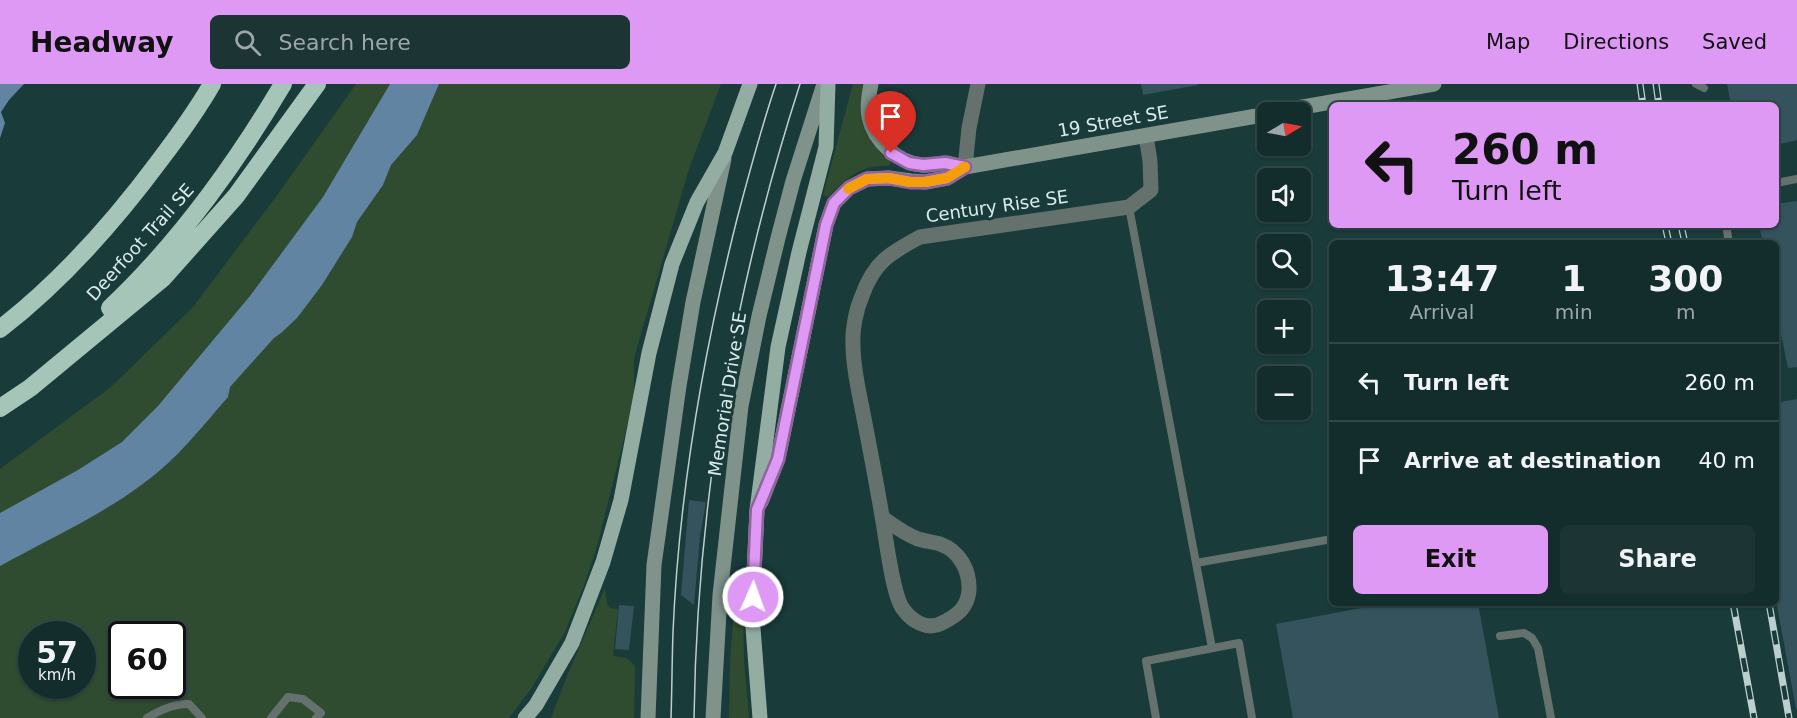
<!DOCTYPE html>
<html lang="en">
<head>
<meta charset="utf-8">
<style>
  body { margin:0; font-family:"DejaVu Sans",sans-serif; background:#1c3434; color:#f1f3f6; height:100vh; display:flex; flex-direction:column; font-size:22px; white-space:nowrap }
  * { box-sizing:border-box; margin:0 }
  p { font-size:20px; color:#9da7a9 }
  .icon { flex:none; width:33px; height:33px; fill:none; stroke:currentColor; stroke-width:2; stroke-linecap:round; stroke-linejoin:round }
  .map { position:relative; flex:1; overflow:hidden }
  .panel { position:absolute; left:1329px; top:156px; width:450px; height:366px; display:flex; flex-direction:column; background:#132c2c; border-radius:9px; box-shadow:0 2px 4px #0004,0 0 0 2px #324848 }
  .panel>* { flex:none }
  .top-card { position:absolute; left:1329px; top:18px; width:450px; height:126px; border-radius:9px; box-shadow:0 2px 4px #0004,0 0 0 2px #324848; background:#dd99f3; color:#111; overflow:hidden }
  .needle { width:39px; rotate:80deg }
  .controls { position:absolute; left:1257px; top:18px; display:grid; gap:12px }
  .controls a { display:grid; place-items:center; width:54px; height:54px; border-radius:9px; background:#132c2c; box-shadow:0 2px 4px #0004,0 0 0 2px #324848; font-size:30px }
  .speed { position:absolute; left:18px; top:537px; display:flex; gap:12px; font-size:30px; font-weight:700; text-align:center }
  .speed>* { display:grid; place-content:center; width:78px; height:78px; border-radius:50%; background:#132c2c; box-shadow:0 2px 4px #0004,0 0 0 2px #324848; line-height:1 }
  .speed small { font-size:15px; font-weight:400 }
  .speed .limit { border:3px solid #111; border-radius:9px; background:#fff; color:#111 }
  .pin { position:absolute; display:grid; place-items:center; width:51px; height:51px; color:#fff; margin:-62px -26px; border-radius:50% 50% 50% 0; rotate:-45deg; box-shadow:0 0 6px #0007 }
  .pin .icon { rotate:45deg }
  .me { position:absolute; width:66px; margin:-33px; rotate:2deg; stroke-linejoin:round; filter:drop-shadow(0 0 4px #0008) }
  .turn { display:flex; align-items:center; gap:21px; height:126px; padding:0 24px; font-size:27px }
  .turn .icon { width:78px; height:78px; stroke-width:2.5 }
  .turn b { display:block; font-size:42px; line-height:51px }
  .eta { display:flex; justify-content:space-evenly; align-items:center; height:102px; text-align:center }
  .eta b { font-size:36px; font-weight:800; line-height:42px }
  .action { display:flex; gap:12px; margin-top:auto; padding:12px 24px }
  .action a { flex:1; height:69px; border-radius:9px; background:#dd99f3; color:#111; font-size:24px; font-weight:800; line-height:69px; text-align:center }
  .action a+a { background:#1c3434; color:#f1f3f6 }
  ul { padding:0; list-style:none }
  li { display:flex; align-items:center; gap:18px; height:78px; padding:0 24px; border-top:2px solid #324848 }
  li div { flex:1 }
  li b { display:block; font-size:22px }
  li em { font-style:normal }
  header { display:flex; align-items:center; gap:36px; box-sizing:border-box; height:84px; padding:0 30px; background:#dd99f3; color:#111 }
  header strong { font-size:28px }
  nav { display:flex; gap:33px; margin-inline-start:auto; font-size:21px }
  .search { width:420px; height:54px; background:#1c3434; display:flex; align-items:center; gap:15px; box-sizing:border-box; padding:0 21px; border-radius:9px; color:#9da7a9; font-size:22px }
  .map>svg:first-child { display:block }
  .green { fill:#2f4c30; fill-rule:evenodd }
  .water { fill:#6084a1 }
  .building { fill:#35535d }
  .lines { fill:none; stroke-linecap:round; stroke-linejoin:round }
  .lane { stroke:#64716c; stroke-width:8 }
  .street { stroke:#64716c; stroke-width:15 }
  .secondary { stroke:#7f938b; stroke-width:15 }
  .primary { stroke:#93ada3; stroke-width:15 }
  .highway { stroke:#a5c5b9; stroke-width:18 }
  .tram { stroke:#bbcfcf; stroke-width:1.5 }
  .rail-casing { stroke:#bbcfcf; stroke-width:7 }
  .rail { stroke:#193b3a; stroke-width:4.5; stroke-dasharray:14; stroke-linecap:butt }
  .route-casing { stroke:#90639e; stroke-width:15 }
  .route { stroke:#dd99f3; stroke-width:10 }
  .slow { stroke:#f59e0b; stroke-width:10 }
  .labels { text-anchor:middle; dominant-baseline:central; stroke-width:6; stroke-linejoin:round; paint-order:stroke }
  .street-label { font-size:18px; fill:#d9ebeb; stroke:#193b3a }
</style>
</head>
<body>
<header>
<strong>Headway</strong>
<div class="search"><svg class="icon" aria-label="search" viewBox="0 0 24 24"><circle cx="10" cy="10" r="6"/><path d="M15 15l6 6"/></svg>Search here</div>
<nav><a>Map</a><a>Directions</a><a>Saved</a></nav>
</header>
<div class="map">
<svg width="1797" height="634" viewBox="0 0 1797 634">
  <rect width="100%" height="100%" fill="#193b3a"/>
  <path class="green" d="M356 0H721L689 85 634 274V315L597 462 583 504 565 548 531 605 509 634H0V385L111 303 193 223 278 110ZM32 550H82V602H32ZM122 550H172V602H122Z
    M853 0H863C859 31 863 58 891 77L889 82C864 79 844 95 828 113L823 111Z
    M736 489H743L744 576 749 634H729L730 580Z
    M605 504 607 520 610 524 618 525 613 572 627 574 635 582 634 634H551L567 592Z"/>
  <path class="water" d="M0 0H24L9 16 1 28 5 39 0 54Z
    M390 0H439L417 51 391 81 383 101 357 138 352 153 322 201 297 234 281 249 274 254 230 303 228 313C202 343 177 375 144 399 102 431 47 456 0 482V429L78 386 122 358 158 322 250 212 323 113Z"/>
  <path class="building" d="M1141 0H1198V1L1143 11Z
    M1727 0H1797V56L1776 61V21H1731Z
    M1797 117V283L1788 284 1776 226V159H1763L1759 141H1776V120Z
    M1797 315V625H1796L1776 516V319Z
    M689 416 706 418 700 452 694 521 681 511Z
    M1388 519H1478L1499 634H1293L1276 540Z
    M619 521 634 522 629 566 615 565Z"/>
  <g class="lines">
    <path class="lane" d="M1696 0 1704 4
      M1776 99 1797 95
      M1129 123 1212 564
      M1726 141 1729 159
      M1196 479 1332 455
      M1500 552 1524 549 1532 554 1538 564 1551 634
      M147 634C160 626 174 619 189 620L202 634
      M271 634 288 613 303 615 321 629 316 634
      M1156 634 1146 577 1239 559 1252 634"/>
    <path class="street" d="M965 83 969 44 978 0
      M883 434C894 442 905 450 918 455 925 457 933 458 940 460 960 467 970 487 969 507 967 525 956 532 942 539 927 547 912 537 903 525 892 510 886 452 882 432 876 396 869 360 862 324 858 304 853 282 853 261 852 246 856 226 862 212 874 178 890 169 920 153L1129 123 1151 106 1150 77 1146 52"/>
    <path class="secondary" d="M871 0C869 10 867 23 869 33 874 57 898 79 922 81 930 82 938 79 946 79 952 80 959 82 965 83
      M1274 28 1434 0
      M761 418 778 375 826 141 834 119 849 104 867 95 889 94 911 97 925 98 947 94 965 83 1268 30
      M648 634 654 481 679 302 693 218 724 75
      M713 634 720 511 741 322 759 232 778 154 793 97 824 0"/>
    <path class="primary" d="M525 634 536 621 572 559 603 478 621 416 649 269 672 180 697 118 725 69 750 0
      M760 634 752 531 757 426 778 263 799 168 826 63 828 0"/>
    <path class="highway" d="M110 224C179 159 235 81 283 0
      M0 245C62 197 114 138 160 76 179 51 197 26 212 0
      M0 324 30 304 163 194 236 112 317 0"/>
    <path class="tram" d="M671 634C672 605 672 576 673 548 679 409 703 270 737 135 749 90 761 44 776 0
      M694 634C697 419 734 205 800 0"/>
    <defs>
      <path id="rail" d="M1640 0 1643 21
        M1656 0 1659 21
        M1665 141 1669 159
        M1681 141 1685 159
        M1733 519 1754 634
        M1769 519 1789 634"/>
    </defs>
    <use href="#rail" class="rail-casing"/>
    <use href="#rail" class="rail"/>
  </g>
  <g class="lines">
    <defs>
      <path id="route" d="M753 513 757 426 778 375 826 141 834 119 849 104 867 95 889 94 910 98H925L947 94 965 83 945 79 923 81 909 79 891 69"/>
    </defs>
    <use href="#route" class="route-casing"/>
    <use href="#route" class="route"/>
    <path class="slow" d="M848 105 867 95 889 94 910 98H925L947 94 965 83H963"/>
  </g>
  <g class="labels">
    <g class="street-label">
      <text transform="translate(1113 37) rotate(-10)">19 Street SE</text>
      <text transform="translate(997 122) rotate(-8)">Century Rise SE</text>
      <text transform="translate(140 158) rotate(-48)">Deerfoot Trail SE</text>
      <text transform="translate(727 310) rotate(-81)">Memorial Drive SE</text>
    </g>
  </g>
</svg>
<div class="controls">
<a><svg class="needle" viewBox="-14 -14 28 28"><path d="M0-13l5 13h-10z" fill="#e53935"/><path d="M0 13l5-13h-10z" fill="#9da7a9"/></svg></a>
<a><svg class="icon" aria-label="sound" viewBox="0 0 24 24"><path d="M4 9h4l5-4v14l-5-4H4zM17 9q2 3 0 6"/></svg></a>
<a><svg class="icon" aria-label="search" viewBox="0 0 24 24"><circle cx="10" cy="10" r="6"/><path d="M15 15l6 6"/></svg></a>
<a>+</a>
<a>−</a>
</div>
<div class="speed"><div>57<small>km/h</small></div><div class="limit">60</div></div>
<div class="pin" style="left:891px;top:69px;background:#d93025"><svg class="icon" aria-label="arrive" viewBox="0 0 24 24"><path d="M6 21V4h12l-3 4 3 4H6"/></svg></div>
<svg class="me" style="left:753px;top:513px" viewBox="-20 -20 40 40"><circle r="17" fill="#dd99f3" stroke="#fff" stroke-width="3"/><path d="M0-11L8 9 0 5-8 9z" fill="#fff"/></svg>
<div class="top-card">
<div class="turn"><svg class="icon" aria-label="left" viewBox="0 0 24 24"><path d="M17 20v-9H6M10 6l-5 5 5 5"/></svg><div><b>260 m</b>Turn left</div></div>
</div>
<section class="panel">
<div class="eta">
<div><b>13:47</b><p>Arrival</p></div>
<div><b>1</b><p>min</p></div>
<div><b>300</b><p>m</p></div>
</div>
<ul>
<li><svg class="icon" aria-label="left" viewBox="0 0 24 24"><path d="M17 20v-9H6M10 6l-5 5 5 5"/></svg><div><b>Turn left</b></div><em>260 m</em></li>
<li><svg class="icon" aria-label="arrive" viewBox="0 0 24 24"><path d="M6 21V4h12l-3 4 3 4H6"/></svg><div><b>Arrive at destination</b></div><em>40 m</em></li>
</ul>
<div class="action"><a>Exit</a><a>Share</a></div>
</section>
</div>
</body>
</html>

Your goal:
Nothing but a number should be given: the count of lines above that include the string "place".

Expected answer:
3